Robert Ettinger - Roots of Cryonics in Science Fiction

Roots of Cryonics in Science Fiction

Ettinger grew up reading Hugo Gernsback's Amazing Stories. Ettinger was particularly affected when he was 12 years old by a Neil R. Jones story, "The Jameson Satellite," which appeared in the July 1931 issue of Amazing Stories, in which one Professor Jameson had his corpse sent into earth orbit where (as the author mistakenly thought) it would remain preserved indefinitely at near absolute zero. And so it did, in the story, until millions of years later, when, with humanity extinct, a race of mechanical men with organic brains chanced upon it. They revived and repaired Jameson's brain, installed it in a mechanical body, and he became one of their company.

Ettinger assumed that one day — long before he grew old — biologists would learn the secret of eternal youth. As he grew out of boyhood in the 1930s, he began to suspect it might take a little longer since no scientists were yet working on this particular endeavor. If immortality is achievable through the ministrations of technologically advanced aliens repairing a frozen human corpse, then Ettinger thought everyone could be cryopreserved to await later rescue by our own medically more sophisticated descendants.

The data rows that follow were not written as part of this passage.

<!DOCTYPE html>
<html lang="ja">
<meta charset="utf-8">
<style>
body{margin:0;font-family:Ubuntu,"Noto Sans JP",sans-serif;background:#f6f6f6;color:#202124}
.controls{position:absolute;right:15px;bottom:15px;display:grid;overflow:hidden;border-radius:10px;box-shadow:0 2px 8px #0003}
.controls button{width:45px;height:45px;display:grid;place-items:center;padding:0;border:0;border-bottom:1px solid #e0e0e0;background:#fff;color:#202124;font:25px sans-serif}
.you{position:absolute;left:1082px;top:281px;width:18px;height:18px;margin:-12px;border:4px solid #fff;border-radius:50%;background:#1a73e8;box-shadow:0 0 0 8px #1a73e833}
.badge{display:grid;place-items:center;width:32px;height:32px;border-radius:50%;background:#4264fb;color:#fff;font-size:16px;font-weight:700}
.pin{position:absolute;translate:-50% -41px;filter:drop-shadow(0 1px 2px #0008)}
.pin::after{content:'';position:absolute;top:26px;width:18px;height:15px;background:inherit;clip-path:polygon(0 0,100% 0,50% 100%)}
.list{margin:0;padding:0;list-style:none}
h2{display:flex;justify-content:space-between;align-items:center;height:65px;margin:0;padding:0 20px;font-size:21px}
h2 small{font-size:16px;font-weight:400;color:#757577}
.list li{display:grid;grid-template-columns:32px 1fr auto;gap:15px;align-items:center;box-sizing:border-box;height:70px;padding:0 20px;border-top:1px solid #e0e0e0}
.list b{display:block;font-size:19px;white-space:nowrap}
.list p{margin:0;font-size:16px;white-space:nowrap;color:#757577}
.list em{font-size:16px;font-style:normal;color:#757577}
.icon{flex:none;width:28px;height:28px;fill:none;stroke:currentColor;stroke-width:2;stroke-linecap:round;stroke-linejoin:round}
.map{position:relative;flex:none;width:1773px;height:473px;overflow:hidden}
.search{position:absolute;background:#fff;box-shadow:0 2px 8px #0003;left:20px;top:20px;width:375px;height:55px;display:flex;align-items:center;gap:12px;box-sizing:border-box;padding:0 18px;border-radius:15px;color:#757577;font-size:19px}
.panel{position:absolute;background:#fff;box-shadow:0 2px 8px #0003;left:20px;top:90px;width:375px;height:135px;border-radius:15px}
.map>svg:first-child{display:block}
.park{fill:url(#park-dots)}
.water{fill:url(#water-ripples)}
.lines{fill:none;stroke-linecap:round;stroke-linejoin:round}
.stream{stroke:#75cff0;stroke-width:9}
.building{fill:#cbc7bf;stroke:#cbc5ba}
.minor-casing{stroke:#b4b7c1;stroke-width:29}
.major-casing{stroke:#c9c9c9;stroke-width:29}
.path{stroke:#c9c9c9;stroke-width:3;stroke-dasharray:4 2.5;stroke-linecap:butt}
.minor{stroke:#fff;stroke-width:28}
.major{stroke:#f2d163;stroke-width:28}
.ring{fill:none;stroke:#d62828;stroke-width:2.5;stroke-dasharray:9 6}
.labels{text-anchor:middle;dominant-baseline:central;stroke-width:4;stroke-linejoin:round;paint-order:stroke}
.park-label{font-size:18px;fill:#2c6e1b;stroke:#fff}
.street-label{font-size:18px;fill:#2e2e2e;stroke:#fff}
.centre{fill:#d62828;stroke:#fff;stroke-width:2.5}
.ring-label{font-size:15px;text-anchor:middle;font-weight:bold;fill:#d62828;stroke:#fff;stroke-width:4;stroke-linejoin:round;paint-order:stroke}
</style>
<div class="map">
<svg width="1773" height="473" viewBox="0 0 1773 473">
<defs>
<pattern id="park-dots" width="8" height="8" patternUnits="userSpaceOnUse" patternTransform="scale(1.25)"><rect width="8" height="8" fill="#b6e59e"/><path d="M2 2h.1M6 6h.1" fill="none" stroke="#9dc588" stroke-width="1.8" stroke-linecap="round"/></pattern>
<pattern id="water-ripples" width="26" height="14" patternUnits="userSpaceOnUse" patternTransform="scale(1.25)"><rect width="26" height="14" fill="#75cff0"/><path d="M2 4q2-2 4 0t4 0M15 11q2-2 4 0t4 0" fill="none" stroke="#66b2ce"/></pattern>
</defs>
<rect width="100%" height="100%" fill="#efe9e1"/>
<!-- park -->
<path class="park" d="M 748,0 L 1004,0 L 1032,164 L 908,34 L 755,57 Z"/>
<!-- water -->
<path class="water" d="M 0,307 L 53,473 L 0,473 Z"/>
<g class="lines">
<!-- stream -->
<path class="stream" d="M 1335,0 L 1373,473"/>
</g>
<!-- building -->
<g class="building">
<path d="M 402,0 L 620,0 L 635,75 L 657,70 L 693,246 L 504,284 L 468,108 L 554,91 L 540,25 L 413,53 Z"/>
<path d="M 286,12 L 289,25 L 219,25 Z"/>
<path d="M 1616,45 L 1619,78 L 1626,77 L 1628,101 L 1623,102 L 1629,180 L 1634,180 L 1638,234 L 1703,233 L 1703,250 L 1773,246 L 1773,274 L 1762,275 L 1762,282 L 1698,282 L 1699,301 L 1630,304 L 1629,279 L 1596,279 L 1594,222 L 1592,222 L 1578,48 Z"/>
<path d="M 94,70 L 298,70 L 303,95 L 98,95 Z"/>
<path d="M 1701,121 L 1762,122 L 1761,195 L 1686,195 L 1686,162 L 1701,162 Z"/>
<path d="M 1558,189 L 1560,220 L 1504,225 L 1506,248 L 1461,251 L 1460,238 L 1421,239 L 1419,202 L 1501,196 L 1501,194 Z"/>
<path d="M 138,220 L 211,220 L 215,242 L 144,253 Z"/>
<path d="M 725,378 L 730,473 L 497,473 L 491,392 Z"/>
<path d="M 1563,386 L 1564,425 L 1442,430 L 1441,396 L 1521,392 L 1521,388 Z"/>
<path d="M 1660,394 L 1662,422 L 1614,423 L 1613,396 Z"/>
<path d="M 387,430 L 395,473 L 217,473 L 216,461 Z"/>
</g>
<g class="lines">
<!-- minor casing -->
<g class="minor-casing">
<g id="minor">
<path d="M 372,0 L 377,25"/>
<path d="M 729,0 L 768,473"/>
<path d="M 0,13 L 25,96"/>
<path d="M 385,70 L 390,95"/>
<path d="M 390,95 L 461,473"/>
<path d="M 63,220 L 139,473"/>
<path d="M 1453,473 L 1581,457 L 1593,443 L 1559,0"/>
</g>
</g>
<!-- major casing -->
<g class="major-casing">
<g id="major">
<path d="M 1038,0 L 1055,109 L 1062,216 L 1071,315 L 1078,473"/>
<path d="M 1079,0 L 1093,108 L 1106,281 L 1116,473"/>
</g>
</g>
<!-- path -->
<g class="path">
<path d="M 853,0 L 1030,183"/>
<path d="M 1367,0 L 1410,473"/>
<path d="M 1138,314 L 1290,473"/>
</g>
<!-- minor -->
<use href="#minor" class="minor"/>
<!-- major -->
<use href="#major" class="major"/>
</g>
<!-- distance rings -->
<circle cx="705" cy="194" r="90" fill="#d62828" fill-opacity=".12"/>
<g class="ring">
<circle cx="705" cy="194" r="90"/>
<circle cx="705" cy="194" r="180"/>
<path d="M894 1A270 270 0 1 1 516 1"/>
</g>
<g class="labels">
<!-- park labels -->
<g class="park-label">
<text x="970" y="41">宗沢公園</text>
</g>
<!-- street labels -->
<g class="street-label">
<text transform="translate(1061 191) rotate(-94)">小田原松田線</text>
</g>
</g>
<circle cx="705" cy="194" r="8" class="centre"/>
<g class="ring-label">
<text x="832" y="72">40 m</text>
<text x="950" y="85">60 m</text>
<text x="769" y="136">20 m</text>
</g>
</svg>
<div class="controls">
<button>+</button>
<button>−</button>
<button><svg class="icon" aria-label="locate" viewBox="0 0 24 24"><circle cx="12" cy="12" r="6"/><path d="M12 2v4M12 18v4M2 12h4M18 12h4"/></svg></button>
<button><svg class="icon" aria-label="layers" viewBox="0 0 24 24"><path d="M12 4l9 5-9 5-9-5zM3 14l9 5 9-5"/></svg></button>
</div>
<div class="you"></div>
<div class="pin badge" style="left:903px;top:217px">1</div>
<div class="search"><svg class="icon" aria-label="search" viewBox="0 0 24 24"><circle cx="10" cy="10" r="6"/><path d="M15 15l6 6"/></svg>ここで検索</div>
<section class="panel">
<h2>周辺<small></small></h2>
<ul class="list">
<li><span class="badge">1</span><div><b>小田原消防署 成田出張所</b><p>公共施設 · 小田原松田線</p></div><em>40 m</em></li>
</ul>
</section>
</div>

In 1947 while in the hospital for his battle wounds, Ettinger discovered that research in the area of cryogenics was being done by French biologist Jean Rostand; Ettinger wrote a short story elucidating the concept of human cryopreservation as a pathway to more sophisticated future medical technology: in effect, a form of one-way medical time travel. The story, "The Penultimate Trump," was published in the March 1948 issue of Startling Stories and definitively establishes Ettinger's priority as the first person to have promulgated the cryonics paradigm, principally that contemporary medical/legal definitions of death are relative, not absolute, and are critically dependent upon the sophistication of available medical technology. Thus, a person apparently dead of a heart attack in a tribal village in the Amazon will soon become unequivocally so, whereas the same person with the same condition in the emergency department of large, industrialized city's hospital, might well be resuscitated and continue a long and healthy life. Ettinger observed that criteria for death will vary not just from place to place, but from time to time, and so today's corpse could be tomorrow's patient.